O dönemde uçuşa yasak bölge kararı alan Türkiye’yi rahatlatmak amacıyla sahada etkin olan muhalif İslâmî gruplar Azez-Mare hattından çekilmiş ancak Türkiye ve destek verdiği gruplar PKK’nın bu bölgelerde Tel Rıfat ve Minnig’i ele geçirmesini engelleyememişti. Suriye’de muhalefetin dış aktörlerin pazarlığına uygun bir seviyede kalması için parçalı halde tutulması sürecinde Türkiye’nin rolü uluslararası stratejik düşünce kurumlarının pek çok raporuna yansıdı. Washington merkezli Brooking Enstitüsü uzmanı Charles Lister, Hassan Hassan ve diğer pek çok uzman Türkiye’nin Suriye masasının bu rolüne ilişkin pek çok analiz kaleme aldı. Gelinen noktada Suriye meselesinin Türkiye açısından, ilgili bürokratların yıllar süren hatalı siyaseti ve saha gerçeklerinden bihaber adımları nedeniyle bir başarısızlık örneği olduğu ve ne kadar az zararla içinden çıkılırsa o denli iyi olacak bir krize dönüştüğü görülüyor.

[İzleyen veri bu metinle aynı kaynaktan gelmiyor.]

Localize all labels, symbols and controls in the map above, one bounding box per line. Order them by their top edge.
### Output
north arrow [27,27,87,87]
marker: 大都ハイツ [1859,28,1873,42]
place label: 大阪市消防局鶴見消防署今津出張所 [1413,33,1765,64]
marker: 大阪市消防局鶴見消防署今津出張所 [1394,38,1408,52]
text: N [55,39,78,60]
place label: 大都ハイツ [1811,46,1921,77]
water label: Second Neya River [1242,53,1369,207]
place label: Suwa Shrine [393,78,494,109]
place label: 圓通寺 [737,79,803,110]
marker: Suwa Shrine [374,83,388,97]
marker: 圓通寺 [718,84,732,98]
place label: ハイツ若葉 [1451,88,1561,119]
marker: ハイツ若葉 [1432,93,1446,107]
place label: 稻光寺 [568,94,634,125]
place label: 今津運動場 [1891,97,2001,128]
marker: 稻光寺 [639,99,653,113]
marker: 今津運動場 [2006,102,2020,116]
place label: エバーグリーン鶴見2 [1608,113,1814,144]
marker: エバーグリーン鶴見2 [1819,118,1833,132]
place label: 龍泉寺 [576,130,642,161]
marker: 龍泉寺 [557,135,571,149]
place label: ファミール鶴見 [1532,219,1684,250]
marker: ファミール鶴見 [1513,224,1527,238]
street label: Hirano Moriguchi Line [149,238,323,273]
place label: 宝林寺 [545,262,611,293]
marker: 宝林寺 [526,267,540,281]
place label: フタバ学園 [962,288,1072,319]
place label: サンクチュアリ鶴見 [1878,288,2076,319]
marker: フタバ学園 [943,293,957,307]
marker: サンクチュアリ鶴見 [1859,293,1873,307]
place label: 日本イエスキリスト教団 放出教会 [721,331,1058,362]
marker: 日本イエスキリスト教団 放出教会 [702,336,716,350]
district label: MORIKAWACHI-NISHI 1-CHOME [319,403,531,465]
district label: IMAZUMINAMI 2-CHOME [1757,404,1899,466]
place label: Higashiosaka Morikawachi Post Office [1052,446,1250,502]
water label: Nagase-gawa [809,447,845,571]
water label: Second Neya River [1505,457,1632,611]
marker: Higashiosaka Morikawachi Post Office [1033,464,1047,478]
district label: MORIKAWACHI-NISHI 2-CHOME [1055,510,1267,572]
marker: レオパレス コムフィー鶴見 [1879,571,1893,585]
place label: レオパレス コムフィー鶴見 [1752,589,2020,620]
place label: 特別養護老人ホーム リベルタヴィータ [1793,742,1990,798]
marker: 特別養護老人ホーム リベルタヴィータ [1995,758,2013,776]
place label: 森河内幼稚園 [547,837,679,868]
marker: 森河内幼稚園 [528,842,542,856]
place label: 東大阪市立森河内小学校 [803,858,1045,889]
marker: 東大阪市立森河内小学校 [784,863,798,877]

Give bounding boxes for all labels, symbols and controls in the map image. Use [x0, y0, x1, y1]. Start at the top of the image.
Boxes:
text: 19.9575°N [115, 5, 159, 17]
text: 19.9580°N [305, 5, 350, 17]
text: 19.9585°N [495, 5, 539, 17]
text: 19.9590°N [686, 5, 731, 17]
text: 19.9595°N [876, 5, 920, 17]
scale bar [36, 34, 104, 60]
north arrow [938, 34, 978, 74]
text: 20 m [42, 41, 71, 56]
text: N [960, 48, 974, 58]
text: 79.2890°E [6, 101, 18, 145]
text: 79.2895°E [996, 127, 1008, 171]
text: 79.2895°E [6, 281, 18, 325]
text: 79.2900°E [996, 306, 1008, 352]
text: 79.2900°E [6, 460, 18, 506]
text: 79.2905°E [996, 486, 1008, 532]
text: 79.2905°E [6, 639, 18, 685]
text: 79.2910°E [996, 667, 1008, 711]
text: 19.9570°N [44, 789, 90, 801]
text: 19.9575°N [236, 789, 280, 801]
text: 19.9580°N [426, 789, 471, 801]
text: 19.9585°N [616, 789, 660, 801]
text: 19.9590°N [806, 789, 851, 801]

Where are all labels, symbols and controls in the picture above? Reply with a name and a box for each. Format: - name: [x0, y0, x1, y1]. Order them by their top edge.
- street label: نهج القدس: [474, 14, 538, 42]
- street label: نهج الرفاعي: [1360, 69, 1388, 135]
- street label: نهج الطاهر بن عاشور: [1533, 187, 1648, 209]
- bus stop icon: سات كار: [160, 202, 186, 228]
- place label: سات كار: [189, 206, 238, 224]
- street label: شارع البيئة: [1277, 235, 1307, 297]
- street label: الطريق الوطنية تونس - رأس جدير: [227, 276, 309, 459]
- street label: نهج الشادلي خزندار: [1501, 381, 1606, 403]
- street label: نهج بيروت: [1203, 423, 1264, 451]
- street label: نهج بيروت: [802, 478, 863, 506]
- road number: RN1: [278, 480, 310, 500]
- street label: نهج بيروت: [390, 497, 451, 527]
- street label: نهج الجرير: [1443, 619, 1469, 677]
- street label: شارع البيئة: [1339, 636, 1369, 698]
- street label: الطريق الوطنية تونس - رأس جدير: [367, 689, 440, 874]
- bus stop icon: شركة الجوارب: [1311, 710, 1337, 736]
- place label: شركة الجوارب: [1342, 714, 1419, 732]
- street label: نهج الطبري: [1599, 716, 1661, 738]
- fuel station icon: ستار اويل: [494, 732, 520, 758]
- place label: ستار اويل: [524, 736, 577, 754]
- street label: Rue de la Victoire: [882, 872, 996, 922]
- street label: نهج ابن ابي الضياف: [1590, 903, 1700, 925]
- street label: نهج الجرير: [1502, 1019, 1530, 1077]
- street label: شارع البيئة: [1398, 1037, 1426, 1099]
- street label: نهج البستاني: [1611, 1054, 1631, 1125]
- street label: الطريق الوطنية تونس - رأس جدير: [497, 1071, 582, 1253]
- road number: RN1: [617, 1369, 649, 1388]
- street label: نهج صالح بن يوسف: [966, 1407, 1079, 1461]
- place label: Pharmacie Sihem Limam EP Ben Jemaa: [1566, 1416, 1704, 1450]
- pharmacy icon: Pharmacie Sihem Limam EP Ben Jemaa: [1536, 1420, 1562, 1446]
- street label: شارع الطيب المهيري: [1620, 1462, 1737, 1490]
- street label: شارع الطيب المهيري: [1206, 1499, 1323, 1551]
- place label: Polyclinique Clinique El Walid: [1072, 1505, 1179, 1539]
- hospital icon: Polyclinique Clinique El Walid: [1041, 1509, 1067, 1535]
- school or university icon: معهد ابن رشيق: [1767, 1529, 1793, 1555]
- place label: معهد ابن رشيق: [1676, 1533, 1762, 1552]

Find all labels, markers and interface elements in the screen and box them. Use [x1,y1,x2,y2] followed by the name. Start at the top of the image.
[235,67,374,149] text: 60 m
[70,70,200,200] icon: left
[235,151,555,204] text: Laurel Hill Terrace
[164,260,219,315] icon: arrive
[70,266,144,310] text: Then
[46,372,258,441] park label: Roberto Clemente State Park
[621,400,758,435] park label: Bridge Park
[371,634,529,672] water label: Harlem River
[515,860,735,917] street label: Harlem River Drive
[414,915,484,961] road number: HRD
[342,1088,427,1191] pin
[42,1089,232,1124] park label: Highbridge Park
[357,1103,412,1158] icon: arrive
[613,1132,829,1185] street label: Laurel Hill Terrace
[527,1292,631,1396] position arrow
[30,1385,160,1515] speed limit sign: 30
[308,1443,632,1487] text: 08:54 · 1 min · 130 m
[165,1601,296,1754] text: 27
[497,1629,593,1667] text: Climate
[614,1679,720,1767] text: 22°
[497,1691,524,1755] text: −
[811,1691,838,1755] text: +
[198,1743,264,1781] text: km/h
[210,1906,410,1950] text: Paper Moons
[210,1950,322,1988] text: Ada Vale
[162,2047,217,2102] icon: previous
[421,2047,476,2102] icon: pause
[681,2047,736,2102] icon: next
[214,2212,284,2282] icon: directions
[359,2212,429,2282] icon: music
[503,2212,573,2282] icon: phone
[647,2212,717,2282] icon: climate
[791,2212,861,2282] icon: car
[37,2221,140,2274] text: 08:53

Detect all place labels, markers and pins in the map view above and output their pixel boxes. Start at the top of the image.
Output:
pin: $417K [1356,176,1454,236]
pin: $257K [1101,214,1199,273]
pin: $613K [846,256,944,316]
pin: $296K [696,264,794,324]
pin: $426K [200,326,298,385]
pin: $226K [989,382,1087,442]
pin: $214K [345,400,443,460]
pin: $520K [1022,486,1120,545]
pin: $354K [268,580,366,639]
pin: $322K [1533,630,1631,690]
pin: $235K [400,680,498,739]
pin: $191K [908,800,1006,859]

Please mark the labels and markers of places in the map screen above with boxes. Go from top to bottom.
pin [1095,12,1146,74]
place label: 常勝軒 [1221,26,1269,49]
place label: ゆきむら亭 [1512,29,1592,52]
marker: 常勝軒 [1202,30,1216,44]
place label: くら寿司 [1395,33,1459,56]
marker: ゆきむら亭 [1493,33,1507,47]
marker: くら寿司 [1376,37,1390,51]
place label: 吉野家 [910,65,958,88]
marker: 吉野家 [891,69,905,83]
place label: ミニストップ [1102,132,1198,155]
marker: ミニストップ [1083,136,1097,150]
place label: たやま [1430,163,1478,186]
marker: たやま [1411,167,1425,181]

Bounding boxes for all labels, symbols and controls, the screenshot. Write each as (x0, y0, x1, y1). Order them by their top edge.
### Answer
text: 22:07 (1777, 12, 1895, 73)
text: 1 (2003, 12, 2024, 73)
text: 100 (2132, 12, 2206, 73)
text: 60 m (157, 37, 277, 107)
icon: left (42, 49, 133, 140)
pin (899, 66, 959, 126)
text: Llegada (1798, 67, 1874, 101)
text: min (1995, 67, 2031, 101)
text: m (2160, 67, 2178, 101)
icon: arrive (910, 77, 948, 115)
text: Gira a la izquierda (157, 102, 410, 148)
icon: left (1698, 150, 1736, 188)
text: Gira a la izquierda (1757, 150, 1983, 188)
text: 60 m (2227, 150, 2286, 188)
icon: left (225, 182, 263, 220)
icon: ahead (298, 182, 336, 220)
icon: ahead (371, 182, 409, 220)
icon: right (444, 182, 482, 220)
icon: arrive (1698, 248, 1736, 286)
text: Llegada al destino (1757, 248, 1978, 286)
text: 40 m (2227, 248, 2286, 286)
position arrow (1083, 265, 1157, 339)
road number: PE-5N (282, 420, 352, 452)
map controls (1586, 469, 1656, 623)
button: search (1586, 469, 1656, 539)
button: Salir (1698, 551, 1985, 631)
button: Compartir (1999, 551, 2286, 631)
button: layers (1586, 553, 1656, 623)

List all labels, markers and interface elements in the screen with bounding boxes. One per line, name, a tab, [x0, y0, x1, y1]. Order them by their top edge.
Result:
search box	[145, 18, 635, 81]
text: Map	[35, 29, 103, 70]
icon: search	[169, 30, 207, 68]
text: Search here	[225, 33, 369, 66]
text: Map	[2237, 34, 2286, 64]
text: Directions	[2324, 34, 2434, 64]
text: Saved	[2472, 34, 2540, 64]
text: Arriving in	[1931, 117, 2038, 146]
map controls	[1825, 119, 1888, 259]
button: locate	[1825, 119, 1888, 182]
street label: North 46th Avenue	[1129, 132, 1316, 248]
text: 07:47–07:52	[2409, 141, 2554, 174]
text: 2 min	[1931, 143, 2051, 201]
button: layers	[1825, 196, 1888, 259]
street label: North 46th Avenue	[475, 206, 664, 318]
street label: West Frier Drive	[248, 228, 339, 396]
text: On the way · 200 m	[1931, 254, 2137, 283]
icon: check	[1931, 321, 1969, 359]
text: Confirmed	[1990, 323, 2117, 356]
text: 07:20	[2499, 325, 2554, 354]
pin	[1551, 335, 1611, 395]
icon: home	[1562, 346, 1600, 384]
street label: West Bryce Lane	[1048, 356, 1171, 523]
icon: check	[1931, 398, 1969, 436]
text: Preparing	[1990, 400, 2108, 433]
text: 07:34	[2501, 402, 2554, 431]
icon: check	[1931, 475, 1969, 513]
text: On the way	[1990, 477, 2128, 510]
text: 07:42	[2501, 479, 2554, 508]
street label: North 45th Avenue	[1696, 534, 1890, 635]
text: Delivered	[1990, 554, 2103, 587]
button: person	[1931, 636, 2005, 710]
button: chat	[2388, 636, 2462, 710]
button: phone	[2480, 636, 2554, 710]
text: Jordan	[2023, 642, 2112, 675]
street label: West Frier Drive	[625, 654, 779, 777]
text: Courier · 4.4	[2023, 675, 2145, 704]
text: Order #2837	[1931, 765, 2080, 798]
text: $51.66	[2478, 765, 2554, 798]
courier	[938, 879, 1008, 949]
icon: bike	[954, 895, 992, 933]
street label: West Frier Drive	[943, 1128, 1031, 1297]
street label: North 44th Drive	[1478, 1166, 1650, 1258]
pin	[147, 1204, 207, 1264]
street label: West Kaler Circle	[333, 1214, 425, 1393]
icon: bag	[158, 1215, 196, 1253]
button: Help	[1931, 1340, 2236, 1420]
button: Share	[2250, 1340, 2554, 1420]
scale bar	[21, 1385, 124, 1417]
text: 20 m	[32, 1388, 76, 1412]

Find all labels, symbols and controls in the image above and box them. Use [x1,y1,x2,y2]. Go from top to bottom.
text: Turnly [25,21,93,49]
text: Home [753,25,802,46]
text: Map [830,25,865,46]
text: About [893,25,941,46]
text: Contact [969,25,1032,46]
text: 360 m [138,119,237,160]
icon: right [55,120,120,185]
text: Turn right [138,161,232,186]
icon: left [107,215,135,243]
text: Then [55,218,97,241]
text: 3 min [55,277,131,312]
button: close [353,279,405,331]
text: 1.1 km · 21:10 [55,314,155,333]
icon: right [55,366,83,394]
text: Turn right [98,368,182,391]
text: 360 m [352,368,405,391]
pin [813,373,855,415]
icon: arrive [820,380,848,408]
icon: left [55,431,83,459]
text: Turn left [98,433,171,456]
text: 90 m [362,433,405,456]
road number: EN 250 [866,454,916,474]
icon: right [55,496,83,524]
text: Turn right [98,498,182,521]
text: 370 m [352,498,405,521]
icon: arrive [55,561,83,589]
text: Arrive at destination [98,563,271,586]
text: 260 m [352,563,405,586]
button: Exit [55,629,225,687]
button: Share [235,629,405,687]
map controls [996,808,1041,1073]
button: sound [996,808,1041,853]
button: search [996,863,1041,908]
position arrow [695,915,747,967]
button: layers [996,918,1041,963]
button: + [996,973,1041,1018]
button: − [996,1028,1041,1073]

Merve Şebnem Oruç tarafından geçtiğimiz günlerde kaleme alınan bir yazıda yer alan diyalog son derece çarpıcıdır.

“Yarını umutsuz ve gergin bir sessizlikle bekleyen şehri arkamızda bırakırken şöyle sormuştum Ebu Abdullah’a: “Türkiye’ye, Türk Hükümeti’ne tek bir şey söyleyebilecek olsan ne söylerdin?” “Hama kırmızı çizgimiz dediniz... Düştü. Halep kırmızı çizgimiz dediniz... Düştü. İdlib için hiçbir şey demeyin.”

Türkiye’nin temel önceliğinin ise muhtemelen bir İdlib-Afrin takasıyla -ulaşılması asla mümkün olmayan bir hedef olarak- devletleşmekte olan PKK'nın engellenmesi olduğunu söyleyebiliriz. Tabi Afrin’e girmemize izin verirlerse… Cumhurbaşkanı Erdoğan’ın geçtiğimiz ay yaptığı bir açıklamada artık muhaliflere silah desteği verilmeyeceğini ima etmesi, Türkiye'nin askeri çözümün imkânsızlığına ilişkin bir sonuca vardığını net olarak gösteriyor. Bazı kaynaklarda askeri bir müdahale olmayacağı, gözlemci yerleştirileceği ve Rusya’nın da Afrin sorununu halledeceği belirtiliyor. Ancak savaş tamtamları çalanlar da var. Bu bağlamda, Astana sonrasında çatışmasızlık bölgelerinin tamamlanması kapsamında İdlib’e muhtemel bir Rusya, İran ve Türkiye müdahalesinin neden olacağı sonuçlara dair bazı tahlillere yer verebiliriz.

Meşru Zemin Eksikliği

Öncelikle böyle bir müdahalenin El Bab operasyonuna benzemeyeceği, nitekim her şeyden önce ahlaki zemininin olmadığı ortadadır. Türkiye’nin İncirlik üssünü ABD’ye açması sonrası yaşadığı IŞİD kaynaklı güvenlik sorunlarının tırmandığı hatırlanacaktır. IŞİD’in Kilis’te masum halkı havan bombalarıyla hedef alması, Türkiye içinde gerçekleştirdiği saldırılar hem uluslar arası zeminde hem de halk nezdinde el-Bab operasyonuna desteği artırmıştı. Zira IŞİD yabancı müdahaleleri tahrik edercesine bir siyaset yürütüyordu. İdlib hususunda ise böyle bir durum söz konusu bile değil.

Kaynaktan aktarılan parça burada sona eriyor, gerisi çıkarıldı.